Although there are no official demographic limitations, Picco notes that the foundation tends to award grants based on financial need and age. “A family with three CF kids living on minimum wage income, for example, would jump to the top of the list,” he says.

One recent recipient of a lung transplant grant was a 12-year-old girl from St Louis, one of three siblings with cystic fibrosis whose parents were teachers. Another recent recipient was a 47-year-old man from New York with a 3-year-old daughter. He wrote to the foundation after his transplant saying that he can now put on his own socks for the first time in 2 years.

Challenges
A recipient of Cantor Fitzgerald’s goodwill, the BEF shared the 101st floor of the World Trade Center tower where the first plane hit on September 11, 2001. Luckily no one from the foundation was in the office that day, says Becker, “but we lost a board member and a lot of supporters.” On that fateful day, Cantor Fitzgerald lost 658 employees, many of whom were supporters of the Esiason Foundation: they attended fund raisers and wrote checks when they received their year-end bonuses.

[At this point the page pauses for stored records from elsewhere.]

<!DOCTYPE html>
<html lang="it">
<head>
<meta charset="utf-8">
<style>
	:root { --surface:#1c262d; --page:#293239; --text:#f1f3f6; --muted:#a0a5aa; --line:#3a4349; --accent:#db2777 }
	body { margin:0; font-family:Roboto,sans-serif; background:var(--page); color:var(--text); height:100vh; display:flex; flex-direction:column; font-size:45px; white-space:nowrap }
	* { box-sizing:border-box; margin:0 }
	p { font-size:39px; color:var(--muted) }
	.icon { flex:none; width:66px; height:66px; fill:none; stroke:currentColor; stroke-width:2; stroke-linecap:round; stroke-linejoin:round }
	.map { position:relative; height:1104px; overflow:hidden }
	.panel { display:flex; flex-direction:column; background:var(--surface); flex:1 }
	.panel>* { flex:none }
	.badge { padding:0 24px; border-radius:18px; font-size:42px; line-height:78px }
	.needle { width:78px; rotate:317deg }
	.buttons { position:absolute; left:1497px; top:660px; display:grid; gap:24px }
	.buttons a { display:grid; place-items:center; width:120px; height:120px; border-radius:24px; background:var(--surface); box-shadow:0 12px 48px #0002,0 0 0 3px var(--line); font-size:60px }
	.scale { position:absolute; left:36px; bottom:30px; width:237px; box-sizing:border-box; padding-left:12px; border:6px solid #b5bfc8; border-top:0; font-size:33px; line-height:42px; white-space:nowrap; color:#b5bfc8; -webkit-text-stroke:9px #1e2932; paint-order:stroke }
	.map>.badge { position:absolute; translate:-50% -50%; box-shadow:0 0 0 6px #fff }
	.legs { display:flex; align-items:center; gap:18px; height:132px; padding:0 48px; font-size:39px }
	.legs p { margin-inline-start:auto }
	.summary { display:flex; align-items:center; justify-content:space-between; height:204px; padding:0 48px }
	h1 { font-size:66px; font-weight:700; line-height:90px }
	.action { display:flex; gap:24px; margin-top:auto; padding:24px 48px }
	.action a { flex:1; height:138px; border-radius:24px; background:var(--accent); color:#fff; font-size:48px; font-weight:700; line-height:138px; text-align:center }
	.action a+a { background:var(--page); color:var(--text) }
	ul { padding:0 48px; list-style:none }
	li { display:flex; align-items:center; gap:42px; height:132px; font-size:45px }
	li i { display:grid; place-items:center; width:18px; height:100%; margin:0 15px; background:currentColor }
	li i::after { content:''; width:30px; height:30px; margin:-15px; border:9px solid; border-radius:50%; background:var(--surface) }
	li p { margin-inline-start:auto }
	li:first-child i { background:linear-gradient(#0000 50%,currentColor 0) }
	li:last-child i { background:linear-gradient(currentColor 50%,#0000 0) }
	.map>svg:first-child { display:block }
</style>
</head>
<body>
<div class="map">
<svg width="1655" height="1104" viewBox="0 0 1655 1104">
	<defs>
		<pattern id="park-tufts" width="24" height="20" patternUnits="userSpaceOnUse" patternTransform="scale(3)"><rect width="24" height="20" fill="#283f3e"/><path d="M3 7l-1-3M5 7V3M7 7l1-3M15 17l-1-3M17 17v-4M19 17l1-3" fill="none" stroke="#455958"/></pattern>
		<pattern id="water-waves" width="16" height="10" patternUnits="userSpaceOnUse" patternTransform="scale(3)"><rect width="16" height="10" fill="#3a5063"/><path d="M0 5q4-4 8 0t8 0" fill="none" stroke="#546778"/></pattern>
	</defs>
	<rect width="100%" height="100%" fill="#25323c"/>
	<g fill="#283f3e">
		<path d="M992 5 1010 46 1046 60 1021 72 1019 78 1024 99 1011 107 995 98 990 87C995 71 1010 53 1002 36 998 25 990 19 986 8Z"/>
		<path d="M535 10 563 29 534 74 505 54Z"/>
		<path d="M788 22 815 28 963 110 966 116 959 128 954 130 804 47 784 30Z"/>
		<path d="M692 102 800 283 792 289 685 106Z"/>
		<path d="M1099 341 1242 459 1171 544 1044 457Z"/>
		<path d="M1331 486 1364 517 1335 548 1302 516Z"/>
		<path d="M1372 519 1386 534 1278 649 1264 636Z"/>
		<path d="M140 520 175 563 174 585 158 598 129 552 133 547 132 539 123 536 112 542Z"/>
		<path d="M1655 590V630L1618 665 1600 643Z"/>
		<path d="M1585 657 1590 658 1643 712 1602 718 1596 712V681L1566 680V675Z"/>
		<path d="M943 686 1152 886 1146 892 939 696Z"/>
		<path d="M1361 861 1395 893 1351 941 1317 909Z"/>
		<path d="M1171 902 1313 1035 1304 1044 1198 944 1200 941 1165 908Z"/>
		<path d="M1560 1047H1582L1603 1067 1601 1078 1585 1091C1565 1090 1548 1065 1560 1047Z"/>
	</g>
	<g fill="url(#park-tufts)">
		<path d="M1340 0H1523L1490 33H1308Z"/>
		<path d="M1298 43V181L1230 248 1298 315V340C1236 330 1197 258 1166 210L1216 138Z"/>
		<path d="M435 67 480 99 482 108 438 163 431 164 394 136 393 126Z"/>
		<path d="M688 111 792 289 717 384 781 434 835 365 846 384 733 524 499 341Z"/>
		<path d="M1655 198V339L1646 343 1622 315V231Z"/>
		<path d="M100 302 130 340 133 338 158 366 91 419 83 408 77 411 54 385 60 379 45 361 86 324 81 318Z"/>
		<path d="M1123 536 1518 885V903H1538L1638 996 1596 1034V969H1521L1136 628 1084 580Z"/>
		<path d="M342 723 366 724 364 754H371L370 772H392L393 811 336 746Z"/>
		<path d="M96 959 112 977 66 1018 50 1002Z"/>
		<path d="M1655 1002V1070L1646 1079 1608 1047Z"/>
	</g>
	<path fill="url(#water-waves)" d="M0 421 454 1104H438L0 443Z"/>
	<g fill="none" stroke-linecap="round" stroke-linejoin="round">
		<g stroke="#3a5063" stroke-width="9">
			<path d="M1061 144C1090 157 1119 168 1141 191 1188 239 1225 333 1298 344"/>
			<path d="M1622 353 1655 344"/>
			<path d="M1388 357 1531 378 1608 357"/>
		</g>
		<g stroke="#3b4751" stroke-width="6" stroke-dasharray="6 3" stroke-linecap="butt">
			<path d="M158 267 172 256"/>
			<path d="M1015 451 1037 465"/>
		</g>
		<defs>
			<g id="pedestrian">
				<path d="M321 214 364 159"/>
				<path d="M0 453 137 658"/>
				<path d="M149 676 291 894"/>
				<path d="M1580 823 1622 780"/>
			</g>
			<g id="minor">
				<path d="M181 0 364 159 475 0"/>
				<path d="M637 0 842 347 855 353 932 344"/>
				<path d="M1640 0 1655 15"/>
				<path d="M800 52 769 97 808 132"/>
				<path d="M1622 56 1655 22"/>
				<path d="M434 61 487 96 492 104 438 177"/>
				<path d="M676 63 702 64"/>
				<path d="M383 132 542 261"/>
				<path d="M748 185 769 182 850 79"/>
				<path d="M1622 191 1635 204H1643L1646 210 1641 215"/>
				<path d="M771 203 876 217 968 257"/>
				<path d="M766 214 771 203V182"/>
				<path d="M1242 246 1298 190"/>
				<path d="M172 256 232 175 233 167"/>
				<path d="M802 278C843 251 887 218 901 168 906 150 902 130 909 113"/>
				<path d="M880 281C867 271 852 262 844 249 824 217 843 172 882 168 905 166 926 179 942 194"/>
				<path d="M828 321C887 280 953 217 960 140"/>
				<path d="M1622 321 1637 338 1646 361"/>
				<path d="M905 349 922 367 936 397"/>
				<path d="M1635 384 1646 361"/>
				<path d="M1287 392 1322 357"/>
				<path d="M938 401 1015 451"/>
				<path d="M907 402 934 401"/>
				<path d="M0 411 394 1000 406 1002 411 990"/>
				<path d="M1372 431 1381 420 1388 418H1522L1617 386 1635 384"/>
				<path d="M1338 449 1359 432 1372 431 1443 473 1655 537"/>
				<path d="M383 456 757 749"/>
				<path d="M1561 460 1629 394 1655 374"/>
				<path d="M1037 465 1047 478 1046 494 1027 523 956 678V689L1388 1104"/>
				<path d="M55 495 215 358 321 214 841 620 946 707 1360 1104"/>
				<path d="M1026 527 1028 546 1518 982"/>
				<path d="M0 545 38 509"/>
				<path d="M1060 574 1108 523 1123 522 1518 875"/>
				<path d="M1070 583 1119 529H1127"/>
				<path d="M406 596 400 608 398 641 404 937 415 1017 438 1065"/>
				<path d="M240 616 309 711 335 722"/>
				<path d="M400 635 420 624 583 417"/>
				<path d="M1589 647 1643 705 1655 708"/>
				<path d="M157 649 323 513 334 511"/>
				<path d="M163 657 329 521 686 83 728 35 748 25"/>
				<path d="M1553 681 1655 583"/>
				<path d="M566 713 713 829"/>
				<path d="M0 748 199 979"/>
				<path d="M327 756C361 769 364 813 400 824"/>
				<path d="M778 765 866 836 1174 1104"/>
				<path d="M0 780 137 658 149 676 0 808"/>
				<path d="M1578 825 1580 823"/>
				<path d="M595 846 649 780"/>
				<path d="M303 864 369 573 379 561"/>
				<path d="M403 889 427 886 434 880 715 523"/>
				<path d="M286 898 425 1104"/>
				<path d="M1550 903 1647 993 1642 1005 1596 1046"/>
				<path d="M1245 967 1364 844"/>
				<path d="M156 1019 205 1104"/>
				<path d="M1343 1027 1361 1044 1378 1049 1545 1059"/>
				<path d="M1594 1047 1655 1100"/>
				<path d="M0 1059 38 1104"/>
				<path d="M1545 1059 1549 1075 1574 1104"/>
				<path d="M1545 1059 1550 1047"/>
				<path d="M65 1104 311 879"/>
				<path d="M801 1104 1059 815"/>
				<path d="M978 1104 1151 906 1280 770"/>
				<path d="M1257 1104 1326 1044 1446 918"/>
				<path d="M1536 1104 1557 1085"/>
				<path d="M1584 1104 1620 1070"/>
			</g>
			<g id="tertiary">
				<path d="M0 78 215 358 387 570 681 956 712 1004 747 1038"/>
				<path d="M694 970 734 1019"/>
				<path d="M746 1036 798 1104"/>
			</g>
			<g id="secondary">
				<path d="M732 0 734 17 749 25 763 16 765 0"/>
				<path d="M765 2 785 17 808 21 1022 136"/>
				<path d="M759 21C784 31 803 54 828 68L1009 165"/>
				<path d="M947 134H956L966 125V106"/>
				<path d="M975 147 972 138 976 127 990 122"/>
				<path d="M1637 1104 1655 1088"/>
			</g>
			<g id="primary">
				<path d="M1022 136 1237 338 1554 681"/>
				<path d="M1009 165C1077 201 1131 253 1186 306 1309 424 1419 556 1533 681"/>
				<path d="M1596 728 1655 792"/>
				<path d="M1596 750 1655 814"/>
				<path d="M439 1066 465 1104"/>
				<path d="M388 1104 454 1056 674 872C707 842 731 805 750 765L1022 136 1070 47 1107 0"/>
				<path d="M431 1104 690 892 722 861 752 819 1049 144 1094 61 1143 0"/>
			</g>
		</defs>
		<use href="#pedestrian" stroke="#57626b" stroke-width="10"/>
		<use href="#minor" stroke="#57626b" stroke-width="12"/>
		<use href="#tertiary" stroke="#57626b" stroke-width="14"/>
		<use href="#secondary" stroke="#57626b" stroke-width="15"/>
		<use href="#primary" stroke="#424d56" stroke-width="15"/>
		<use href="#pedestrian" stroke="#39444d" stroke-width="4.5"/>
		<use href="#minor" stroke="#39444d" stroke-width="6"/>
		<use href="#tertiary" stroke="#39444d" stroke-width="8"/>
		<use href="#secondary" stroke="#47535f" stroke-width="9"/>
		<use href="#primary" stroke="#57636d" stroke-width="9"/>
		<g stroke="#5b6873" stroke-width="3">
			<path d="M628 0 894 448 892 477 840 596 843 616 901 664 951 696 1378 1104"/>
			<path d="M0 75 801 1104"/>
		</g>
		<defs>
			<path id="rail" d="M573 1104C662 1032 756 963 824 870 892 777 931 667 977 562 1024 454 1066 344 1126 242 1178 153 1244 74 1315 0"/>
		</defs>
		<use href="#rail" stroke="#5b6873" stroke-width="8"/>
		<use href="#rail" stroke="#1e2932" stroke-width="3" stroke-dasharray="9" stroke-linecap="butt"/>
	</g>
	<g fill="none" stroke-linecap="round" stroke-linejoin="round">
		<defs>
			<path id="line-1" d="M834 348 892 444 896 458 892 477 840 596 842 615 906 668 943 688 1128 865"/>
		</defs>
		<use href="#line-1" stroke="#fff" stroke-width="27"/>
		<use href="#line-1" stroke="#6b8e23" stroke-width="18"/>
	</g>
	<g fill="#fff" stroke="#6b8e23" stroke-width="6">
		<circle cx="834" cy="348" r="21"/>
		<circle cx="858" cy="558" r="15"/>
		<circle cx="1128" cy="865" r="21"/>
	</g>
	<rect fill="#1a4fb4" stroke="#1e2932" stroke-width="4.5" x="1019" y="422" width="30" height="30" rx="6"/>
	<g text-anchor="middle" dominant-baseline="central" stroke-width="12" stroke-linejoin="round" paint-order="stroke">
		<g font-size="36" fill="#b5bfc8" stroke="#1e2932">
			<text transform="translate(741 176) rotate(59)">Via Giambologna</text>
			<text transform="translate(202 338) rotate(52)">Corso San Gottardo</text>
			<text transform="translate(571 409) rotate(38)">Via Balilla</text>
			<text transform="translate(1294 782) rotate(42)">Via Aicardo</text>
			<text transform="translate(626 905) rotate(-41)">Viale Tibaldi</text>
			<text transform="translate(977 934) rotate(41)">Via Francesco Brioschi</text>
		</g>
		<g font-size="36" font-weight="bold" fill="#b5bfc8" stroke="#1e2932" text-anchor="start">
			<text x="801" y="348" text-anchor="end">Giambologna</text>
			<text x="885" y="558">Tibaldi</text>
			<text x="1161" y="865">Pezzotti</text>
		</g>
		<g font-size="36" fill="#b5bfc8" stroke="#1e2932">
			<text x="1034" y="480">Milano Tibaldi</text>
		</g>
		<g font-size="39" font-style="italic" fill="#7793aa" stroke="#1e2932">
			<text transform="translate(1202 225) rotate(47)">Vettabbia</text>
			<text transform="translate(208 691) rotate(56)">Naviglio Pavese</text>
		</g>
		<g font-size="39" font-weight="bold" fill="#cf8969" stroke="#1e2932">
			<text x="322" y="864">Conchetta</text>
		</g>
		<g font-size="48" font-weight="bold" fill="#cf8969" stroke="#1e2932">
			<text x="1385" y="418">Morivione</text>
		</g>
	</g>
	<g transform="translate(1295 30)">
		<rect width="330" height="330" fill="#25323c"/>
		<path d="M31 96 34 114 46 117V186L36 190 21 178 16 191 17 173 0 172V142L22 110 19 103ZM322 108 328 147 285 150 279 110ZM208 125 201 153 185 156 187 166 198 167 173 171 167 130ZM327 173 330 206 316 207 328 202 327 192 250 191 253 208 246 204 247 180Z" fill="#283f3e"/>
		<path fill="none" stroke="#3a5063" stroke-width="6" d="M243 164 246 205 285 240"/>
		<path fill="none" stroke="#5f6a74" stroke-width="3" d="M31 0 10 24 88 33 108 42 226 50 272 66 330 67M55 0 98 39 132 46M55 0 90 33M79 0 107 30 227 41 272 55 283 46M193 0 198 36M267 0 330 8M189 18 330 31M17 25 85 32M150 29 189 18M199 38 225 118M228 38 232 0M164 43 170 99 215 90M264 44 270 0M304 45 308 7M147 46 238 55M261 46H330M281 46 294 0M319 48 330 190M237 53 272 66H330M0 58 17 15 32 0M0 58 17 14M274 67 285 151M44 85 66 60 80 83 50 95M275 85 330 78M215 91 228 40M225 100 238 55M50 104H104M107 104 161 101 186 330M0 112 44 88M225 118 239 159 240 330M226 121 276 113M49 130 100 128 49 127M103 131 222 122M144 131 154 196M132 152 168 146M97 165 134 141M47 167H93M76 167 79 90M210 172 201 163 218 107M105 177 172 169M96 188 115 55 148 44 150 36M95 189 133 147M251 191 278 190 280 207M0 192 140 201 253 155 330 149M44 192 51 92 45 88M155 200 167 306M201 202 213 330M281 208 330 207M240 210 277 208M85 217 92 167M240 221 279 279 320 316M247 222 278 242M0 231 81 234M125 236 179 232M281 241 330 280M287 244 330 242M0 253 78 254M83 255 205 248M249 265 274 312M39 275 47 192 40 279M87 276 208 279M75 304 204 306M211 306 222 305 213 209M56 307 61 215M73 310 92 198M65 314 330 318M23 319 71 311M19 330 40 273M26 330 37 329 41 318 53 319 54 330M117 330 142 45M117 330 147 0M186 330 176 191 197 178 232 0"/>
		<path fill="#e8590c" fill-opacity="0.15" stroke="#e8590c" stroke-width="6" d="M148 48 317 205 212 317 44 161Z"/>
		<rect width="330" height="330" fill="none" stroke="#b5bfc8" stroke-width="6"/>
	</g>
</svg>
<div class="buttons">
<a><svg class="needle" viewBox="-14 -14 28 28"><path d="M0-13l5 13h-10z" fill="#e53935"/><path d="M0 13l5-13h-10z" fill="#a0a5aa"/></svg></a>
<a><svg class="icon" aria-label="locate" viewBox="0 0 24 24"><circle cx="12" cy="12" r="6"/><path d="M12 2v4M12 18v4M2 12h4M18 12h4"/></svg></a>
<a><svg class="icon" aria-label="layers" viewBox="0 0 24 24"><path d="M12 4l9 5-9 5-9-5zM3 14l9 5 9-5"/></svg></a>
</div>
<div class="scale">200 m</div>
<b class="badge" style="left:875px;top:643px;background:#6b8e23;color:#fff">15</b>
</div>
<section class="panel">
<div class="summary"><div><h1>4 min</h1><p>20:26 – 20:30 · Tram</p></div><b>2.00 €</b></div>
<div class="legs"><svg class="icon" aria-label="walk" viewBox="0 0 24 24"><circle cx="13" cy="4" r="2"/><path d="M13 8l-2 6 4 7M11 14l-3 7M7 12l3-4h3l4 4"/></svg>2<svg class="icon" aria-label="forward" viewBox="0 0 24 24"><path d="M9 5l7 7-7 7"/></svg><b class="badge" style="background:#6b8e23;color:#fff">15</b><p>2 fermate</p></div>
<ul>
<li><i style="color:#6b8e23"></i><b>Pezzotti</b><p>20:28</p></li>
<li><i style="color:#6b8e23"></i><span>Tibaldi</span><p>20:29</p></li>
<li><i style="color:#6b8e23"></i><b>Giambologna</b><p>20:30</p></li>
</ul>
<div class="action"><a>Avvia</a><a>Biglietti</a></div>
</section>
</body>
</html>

“Both 9-11 and the year after are a total blur,” Becker notes. “Yet because people knew our situation, they really opened up their pocketbooks. And the quarterback mentality led by Boomer—to just keep moving—helped.”

Since September 11, 2001, Becker notes that revenues have nearly doubled as have the number of employees, currently eight. “It was a mom-and-pop shop for the first 4 to 5 years,” he says. “But we were able to raise a lot of money because of Boomer’s name.”

September 11 was not the foundation’s biggest challenge. “The recession has been a daily fight,” says Becker. Following 2002, in which business revenues were down, companies cut 2003 budgets. By 2003’s third and fourth quarter, the money was gone, but 2004 looks better, he says.

A vast majority of the funds raised by the BEF come from corporate sponsors. Because of Esiason’s celebrity status—four-time Pro Bowl selection and the NFL’s 1988 Most Valuable Player—the foundation’s corporate sponsors are also generous with nonmonetary gifts. Office space, once donated by Cantor Fitzgerald, is now provided by London-based HSBC Holdings.

For the 2003 Booming Celebration, a black-tie dinner, the foundation raised $2.2 million, of which $1.6 million, or 73%, was net income. By comparison, Picco says that many foundations have expenses that typically reach 50% of the gross revenue raised for such an event.

While a cure for cystic fibrosis may still be years away, the foundation’s work has touched countless families, including Esiason’s own, and it will continue to try to speed drug development so those afflicted with the disease can live longer, healthier lives.

Fran Howard is a contributing writer for RT.